TASK: Scan the records for the word "ароматерапии". Return each line where it is found.

Stored data entries
□ □ □ □ □ □ □

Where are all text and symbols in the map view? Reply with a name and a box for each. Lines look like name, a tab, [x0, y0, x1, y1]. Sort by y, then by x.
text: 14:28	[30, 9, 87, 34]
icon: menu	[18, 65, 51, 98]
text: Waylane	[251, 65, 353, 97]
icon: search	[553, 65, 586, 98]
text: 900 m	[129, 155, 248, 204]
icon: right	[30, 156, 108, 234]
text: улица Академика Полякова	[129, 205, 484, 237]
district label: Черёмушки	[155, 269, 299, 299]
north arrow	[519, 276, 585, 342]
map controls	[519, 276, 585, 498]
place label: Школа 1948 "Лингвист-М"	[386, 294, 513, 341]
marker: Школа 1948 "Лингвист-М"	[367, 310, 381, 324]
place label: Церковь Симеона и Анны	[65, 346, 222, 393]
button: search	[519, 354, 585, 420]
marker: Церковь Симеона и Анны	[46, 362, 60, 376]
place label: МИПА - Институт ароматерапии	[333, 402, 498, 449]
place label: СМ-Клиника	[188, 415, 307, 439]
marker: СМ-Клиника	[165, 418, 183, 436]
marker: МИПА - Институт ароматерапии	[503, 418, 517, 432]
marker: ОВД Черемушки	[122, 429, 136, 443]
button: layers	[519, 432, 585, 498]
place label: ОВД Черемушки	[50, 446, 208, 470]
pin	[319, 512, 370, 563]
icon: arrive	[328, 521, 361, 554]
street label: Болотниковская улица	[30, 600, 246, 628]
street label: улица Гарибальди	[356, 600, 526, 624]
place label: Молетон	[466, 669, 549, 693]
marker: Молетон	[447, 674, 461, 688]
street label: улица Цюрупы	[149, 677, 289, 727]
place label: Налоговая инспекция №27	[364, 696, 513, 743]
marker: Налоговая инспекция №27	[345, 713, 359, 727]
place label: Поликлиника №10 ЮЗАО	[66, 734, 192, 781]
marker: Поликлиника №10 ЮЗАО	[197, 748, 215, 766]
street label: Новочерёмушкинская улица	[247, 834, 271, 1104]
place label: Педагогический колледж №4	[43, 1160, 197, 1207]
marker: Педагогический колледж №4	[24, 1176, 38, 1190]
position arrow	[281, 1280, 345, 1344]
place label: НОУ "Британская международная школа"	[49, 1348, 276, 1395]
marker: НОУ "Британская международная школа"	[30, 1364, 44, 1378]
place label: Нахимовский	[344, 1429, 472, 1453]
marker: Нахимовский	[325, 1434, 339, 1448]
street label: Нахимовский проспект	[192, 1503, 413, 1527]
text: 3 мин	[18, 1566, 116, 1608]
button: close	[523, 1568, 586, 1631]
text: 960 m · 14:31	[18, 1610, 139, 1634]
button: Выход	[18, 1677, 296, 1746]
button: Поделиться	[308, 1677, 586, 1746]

□ □ □ □ □ □ □

OUTPUT:
place label: МИПА - Институт ароматерапии	[333, 402, 498, 449]
marker: МИПА - Институт ароматерапии	[503, 418, 517, 432]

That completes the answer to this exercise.